Gross domestic product (GDP) measures the value of goods and services produced in the UK. It estimates the size of, and growth in, the economy.

The latest figures for March reveal GDP fell by 0.1 per cent, following revised zero growth in February 2022.

According to the Office for National Statistics (ONS), services fell 0.2 per cent on the month which was the main downward contributor to the March decline.

There was a large decrease – 15.1 per cent – in the wholesale and retail trade and repair of motor vehicles.

Production also fell 0.2 per cent, though the ONS said this was partially offset by construction which grew 1.7 per cent.

Output in consumer-facing services fell 1.8 per cent in the month, following 0.5 per cent growth in February.

However, the ONS noted that monthly GDP is 1.2 per cent above its pre-pandemic level, with services 1.5 per cent higher and construction at 3.7 per cent above February 2020 figures.

But production still lags at 1.6 per cent below pre-Covid levels, while consumer-facing services are 6.8 per cent down.

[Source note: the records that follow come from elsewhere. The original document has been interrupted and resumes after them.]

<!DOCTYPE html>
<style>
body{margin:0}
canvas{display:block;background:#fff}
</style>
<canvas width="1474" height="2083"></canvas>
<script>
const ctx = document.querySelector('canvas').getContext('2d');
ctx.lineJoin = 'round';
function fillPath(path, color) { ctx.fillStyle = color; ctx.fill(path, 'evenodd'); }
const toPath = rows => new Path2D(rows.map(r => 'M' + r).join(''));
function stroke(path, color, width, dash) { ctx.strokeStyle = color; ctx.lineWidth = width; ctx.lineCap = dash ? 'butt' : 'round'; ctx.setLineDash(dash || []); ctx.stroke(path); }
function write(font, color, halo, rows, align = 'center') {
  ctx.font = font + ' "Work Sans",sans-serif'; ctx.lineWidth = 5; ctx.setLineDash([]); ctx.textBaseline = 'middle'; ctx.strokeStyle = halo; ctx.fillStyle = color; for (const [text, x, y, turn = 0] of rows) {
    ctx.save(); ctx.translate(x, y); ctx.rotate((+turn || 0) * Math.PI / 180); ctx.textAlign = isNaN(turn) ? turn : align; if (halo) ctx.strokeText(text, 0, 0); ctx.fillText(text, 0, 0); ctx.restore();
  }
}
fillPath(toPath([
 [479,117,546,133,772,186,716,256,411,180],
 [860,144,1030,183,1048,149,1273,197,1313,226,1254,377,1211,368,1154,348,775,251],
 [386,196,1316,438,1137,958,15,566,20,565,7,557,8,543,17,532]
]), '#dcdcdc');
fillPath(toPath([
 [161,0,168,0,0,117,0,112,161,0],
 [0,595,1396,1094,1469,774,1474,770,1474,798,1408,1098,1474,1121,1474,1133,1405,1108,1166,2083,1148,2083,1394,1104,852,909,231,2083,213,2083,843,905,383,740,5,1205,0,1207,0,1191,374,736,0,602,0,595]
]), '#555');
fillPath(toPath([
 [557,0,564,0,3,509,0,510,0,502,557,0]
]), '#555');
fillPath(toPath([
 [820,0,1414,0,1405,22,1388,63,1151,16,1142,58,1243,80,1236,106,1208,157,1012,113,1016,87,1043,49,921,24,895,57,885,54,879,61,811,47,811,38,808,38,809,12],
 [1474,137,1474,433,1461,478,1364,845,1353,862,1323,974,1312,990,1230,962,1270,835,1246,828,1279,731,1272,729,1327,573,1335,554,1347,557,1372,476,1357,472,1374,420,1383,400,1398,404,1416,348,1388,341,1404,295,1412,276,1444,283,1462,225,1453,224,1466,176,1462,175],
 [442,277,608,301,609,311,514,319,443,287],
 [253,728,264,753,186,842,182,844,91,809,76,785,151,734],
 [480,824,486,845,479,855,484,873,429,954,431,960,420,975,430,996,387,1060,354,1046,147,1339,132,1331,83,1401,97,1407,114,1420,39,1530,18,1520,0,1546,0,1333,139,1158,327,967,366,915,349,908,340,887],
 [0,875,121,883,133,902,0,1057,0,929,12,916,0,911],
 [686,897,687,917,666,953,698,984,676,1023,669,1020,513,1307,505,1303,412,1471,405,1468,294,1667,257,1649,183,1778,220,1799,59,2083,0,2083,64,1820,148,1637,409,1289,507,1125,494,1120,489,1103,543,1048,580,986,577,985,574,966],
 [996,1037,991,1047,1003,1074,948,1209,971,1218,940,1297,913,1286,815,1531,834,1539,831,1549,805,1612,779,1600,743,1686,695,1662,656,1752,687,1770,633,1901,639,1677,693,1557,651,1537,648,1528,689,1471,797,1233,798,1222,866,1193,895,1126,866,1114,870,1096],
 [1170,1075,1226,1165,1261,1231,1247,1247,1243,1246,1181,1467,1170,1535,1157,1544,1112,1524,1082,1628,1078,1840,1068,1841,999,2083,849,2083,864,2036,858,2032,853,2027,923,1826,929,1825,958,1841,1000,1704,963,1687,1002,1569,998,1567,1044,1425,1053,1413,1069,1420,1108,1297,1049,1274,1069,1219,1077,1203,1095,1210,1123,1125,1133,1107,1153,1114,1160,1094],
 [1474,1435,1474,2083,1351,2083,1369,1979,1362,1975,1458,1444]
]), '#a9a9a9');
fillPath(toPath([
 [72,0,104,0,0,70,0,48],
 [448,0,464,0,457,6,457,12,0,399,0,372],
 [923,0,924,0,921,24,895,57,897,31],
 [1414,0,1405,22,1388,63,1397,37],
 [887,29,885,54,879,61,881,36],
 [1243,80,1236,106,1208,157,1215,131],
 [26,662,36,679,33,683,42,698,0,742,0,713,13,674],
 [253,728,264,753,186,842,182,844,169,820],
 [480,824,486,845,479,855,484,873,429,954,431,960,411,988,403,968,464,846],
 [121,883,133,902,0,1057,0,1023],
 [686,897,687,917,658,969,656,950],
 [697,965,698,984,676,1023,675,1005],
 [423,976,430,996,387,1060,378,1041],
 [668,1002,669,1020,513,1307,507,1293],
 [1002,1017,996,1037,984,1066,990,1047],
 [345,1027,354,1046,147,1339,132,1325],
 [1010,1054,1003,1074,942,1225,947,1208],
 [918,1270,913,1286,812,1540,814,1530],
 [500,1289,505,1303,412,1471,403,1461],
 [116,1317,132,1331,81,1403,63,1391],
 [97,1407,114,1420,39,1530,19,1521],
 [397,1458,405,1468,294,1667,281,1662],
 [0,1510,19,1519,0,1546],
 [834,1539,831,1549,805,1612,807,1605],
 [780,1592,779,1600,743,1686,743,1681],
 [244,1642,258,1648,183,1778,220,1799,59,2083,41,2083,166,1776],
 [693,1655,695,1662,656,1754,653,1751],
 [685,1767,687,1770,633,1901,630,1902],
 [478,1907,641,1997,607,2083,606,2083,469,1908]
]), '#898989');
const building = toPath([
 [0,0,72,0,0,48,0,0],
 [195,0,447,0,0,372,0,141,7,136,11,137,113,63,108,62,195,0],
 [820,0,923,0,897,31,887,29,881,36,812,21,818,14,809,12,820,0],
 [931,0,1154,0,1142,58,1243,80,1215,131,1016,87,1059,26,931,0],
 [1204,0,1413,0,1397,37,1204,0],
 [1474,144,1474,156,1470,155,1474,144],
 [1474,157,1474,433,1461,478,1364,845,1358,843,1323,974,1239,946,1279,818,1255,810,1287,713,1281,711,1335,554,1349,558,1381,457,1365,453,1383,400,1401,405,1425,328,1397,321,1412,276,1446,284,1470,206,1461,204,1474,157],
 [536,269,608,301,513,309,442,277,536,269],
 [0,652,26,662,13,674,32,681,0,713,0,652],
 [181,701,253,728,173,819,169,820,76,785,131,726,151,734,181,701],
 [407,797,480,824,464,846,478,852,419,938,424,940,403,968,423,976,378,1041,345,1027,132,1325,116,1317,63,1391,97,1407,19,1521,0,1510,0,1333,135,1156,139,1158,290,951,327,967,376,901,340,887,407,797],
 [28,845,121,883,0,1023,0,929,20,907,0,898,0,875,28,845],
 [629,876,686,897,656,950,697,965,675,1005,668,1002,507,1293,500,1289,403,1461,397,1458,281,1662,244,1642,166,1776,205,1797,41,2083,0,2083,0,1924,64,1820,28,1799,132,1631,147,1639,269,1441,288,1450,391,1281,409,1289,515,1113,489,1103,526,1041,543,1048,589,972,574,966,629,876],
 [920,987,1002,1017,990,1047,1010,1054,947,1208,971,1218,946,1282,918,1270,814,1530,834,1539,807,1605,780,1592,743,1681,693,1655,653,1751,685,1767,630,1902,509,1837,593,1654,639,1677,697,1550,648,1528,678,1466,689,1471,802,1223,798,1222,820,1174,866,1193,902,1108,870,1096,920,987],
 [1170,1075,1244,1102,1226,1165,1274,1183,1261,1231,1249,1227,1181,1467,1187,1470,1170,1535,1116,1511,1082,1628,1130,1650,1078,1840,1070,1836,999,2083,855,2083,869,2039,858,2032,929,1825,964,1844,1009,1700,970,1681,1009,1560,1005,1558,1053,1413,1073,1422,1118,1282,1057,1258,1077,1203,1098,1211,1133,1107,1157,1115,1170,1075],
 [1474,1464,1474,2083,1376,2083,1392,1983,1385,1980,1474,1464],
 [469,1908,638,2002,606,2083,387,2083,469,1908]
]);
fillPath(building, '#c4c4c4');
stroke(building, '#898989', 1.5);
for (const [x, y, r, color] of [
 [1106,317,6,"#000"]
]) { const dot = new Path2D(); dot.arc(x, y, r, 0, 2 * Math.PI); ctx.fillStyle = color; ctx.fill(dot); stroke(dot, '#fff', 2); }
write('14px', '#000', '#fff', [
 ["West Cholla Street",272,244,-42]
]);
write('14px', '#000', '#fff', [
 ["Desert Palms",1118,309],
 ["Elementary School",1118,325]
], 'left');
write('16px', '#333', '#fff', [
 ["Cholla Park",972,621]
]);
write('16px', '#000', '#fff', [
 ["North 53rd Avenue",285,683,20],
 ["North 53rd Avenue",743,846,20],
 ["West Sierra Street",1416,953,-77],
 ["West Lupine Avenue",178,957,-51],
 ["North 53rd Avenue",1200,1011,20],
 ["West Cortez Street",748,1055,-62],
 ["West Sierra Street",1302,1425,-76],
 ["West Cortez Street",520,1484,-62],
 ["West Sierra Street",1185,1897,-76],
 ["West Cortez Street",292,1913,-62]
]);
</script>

Further, on a quarterly basis, January to March, GDP is estimated to have increased by 0.8 per cent, and 8.7 per cent compared with Q1 a year earlier.

‘The risk of recession has just risen’

The consensus was for zero per cent GDP growth in the month while on a quarterly basis, the figure floated by economists was one per cent so on both fronts, it fell below expectation.

Paul Dales, chief UK economist at consultancy Capital Economics, said the majority of the quarterly GDP growth came from January figures as it was flat in February and has now fallen for March “which leaves the economy with no momentum just when the surge in inflation is starting to become a big drag on households’ real incomes”.

Further, the reduced momentum comes even before the full hit of the cost-of-living crisis has been felt. As such, he added that the risk of recession has just risen, and with strong price pressures, the Bank of England is likely to raise interest rates further.

He said: “Suddenly, our forecasts that GDP will be flat in both Q2 and Q3 seem pretty optimistic. A contraction in GDP or a recession now feels a bit more likely.”

“The 1.8 per cent fall in consumer-facing services is worrying. Most of it was driven by a 1.4 per cent fall in retail sales and a 15.1 per cent drop in motor vehicle sales.

“Some of the weakness probably reflects the fading of the boost after the end of the Omicron wave. But some of it may be due to the cost-of-living crisis forcing households to rein in their spending on non-essential items.”

Laith Khalaf, head of investment analysis at AJ Bell, said: “The UK economy has now recovered to its pre-pandemic level, but momentum seems to be ebbing away, and recessionary forces are gathering.

“On top of higher energy prices and taxes, the UK economy now also has to deal with rising interest rates, which will serve to further dampen activity. Recession risk is therefore elevated, and while growth is still expected this year, 2023 looks like it will be more challenging economically. The markets are already looking forward to next year with some trepidation, which explains why we have seen significant falls in the pound and the FTSE 250 since the start of the year.”